Accidentally we enter the palace through a window (it looked like the obvious entrance from where we were putting on the plastic covers around our shoes) and subsequently accidentally join a Dutch travelgroup (automatically following the direction in Dutch "Deze kant op alstublieft") with a nice Turkish/Dutch tourguide ("Haydi haydi/walk on, walk on"). A fortunate coincidence, because now Eva (who doesn't speak English yet) can understand everything as well.
By tram, to which we are now totally accustomed, we are back across the
Golden Horn, in Sultanahmet, in no time. We alight at the Hippodrome,
a large parklike plaza in the middle of the old city center, in Roman
times this was the place of the horseraces (among other things).
We buy some souvenirs (like the miniature at the top) and go eating roasted corn and chestnuts at last (Eva corn, Roos chestnuts). Meanwhile Nico has his shoes shined, this we meant to do all the time but finally do today, our last day in Istanbul.
This museum, housed in a former palace, contains lots of artefacts from
the islamic world, especially from Turkey.
We went there in the first place to see some miniatures (photo's left (magical)and above). There also are lots of carpets and, downstairs, a department with different 18th century Turkish interiors(including a nomad-tent)

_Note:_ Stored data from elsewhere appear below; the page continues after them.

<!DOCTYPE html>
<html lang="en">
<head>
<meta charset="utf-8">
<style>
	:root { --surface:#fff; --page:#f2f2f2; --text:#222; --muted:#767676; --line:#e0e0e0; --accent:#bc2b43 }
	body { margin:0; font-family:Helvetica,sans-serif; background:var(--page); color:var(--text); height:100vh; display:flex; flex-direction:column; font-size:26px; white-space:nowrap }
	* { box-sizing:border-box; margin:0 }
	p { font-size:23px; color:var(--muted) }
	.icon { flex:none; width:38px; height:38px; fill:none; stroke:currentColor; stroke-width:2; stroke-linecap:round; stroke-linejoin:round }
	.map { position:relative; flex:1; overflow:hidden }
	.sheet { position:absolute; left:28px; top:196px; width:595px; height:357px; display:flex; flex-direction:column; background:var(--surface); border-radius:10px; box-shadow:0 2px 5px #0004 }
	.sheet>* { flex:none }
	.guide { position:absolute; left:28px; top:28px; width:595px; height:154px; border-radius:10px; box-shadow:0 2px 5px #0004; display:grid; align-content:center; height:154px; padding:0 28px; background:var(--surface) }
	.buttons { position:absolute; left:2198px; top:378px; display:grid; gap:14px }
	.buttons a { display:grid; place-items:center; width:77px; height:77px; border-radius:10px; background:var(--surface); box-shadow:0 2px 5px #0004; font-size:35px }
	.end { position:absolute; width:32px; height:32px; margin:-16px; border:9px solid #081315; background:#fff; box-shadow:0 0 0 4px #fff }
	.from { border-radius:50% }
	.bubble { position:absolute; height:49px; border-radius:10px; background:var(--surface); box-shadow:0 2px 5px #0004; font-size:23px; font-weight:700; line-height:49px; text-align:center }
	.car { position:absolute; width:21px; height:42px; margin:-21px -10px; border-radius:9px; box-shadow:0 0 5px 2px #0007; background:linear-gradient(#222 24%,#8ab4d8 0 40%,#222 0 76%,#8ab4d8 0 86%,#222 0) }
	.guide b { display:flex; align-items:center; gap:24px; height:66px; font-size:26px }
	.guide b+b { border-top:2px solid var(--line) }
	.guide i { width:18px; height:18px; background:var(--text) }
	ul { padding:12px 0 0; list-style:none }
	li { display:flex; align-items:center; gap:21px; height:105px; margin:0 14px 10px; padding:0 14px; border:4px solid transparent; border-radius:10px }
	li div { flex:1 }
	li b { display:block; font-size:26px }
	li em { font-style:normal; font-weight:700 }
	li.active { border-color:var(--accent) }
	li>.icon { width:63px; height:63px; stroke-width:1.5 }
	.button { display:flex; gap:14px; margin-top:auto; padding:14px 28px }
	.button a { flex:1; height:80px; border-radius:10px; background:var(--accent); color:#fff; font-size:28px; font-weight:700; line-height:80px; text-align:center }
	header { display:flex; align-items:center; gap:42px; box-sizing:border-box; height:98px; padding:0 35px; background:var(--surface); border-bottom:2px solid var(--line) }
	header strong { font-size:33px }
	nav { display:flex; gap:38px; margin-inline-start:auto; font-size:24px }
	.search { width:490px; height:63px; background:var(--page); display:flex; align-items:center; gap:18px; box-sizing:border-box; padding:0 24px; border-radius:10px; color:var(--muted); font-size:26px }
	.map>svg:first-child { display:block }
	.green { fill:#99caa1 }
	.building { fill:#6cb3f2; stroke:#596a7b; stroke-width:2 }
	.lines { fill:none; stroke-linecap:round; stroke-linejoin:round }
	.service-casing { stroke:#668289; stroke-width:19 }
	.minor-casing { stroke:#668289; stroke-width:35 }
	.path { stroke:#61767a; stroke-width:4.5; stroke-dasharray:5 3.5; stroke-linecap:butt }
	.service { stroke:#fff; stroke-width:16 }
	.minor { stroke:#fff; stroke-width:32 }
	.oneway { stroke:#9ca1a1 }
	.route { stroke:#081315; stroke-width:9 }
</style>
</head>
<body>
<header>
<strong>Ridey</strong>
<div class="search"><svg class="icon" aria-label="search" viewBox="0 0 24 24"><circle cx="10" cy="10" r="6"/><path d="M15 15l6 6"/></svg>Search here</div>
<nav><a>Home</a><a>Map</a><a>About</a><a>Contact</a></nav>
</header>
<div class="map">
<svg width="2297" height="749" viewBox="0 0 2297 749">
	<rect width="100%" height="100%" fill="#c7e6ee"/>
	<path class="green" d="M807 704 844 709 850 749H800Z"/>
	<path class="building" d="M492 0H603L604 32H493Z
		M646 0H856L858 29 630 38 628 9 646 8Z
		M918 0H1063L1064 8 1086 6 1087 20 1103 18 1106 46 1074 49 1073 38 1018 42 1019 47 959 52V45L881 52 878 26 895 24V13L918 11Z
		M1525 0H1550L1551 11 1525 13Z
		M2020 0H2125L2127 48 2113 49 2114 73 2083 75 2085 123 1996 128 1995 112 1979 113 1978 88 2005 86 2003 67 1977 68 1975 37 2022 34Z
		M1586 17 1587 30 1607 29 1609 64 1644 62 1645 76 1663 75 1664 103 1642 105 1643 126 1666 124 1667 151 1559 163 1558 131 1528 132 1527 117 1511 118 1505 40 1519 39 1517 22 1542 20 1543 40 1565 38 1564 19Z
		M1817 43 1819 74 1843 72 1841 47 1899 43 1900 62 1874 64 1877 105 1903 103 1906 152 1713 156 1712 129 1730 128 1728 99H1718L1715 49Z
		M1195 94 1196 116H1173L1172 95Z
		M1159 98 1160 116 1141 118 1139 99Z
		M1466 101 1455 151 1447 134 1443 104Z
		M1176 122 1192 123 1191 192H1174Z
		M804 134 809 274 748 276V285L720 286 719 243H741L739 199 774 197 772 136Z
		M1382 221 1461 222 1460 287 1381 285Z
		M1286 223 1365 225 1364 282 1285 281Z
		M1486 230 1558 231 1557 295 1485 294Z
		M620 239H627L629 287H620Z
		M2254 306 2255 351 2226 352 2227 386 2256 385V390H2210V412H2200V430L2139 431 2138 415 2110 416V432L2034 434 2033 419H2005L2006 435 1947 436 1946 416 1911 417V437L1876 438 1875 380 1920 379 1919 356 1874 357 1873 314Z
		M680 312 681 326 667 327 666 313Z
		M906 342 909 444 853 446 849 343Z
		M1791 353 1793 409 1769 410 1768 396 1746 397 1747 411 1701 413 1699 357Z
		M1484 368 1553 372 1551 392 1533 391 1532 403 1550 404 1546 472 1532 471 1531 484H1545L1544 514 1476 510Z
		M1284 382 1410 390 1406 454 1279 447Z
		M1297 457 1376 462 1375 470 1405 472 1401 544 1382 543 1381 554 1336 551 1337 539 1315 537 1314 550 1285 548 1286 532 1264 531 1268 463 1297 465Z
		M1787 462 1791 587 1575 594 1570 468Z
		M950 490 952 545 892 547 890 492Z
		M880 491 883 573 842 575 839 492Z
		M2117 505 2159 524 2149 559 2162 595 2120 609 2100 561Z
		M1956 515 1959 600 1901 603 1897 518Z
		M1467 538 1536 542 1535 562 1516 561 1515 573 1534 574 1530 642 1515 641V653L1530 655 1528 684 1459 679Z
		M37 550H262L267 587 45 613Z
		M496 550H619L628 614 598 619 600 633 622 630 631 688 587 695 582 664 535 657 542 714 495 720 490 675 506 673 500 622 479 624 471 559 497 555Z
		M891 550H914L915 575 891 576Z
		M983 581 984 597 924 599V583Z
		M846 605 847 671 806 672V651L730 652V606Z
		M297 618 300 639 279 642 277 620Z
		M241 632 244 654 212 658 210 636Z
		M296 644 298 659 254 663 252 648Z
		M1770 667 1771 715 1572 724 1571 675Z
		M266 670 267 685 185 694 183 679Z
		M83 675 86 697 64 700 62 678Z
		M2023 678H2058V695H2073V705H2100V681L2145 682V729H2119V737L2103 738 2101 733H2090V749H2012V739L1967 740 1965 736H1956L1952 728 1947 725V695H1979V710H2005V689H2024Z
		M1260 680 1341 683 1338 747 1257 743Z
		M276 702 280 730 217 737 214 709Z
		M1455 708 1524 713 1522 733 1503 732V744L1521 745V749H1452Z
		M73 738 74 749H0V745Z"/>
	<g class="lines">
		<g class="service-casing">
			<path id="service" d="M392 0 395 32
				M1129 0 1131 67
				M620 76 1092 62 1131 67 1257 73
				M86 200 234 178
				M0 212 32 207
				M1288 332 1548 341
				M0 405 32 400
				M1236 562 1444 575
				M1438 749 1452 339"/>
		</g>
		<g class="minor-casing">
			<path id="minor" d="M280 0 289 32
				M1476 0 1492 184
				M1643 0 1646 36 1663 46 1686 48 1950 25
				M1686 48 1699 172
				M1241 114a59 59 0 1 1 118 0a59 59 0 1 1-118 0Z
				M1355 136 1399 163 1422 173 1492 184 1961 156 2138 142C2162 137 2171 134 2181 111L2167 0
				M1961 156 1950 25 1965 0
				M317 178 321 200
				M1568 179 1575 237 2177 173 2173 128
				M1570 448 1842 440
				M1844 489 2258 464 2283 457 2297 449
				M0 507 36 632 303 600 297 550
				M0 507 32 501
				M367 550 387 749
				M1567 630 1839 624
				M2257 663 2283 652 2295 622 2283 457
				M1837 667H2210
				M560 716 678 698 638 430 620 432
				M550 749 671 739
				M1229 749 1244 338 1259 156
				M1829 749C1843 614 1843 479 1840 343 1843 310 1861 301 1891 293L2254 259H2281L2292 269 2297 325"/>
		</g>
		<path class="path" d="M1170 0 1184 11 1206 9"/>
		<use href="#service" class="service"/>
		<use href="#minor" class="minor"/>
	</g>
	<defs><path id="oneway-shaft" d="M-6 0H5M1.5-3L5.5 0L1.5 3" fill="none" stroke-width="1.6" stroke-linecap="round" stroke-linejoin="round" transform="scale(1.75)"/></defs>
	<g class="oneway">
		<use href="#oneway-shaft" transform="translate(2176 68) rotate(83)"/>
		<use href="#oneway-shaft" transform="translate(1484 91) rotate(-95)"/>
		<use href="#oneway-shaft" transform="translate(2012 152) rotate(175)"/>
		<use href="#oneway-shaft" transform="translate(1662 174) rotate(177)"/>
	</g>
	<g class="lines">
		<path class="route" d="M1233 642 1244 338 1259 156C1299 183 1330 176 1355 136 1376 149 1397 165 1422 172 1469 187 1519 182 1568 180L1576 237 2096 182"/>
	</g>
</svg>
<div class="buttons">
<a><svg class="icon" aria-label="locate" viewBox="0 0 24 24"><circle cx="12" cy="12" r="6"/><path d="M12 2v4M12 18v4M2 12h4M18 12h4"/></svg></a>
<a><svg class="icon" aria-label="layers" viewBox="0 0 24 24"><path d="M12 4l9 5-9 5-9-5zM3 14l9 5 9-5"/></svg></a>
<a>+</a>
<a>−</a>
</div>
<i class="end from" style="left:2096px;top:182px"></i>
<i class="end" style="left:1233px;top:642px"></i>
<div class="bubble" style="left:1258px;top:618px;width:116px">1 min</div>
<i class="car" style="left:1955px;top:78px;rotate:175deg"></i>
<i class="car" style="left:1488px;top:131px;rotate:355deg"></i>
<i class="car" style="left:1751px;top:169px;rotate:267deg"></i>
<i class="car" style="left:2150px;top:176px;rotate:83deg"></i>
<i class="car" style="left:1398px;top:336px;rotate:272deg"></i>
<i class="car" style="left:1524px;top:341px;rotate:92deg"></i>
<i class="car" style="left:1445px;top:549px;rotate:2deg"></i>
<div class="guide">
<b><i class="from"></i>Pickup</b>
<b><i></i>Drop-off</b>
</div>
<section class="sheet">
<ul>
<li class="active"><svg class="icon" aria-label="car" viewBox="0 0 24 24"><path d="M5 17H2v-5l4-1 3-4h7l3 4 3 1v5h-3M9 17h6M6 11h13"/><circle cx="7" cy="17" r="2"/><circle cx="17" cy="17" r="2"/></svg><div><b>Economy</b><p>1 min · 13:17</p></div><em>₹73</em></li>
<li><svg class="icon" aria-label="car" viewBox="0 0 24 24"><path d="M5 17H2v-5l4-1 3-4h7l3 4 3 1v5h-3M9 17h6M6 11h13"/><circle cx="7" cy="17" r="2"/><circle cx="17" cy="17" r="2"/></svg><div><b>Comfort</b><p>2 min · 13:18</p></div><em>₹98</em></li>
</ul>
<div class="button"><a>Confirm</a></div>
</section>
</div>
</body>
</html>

That night we enjoy an "Ottoman"
meal at a restaurant right around the corner on Ibni Kemal Caddesi, "Pasazade".
We did not make photos there but they have a website of their own,
from which I took the photo below. The roofterrace, that looks so inviting
on their website, was still closed when we visited (early may). But inside
it was nice as well, painted like a Turkish village. And tasty.
In the afternoon we go to the grand bazaar, and now we mean
business (i.e. buying covers for cushions etc.-click here for a complete &
illustrated list of our souvenirhunt).
Photo to the right (top)on the way to the bazaar, one of the northside streets. The streets surrounding the Bazaar are at least as interesting as the Bazaar itself.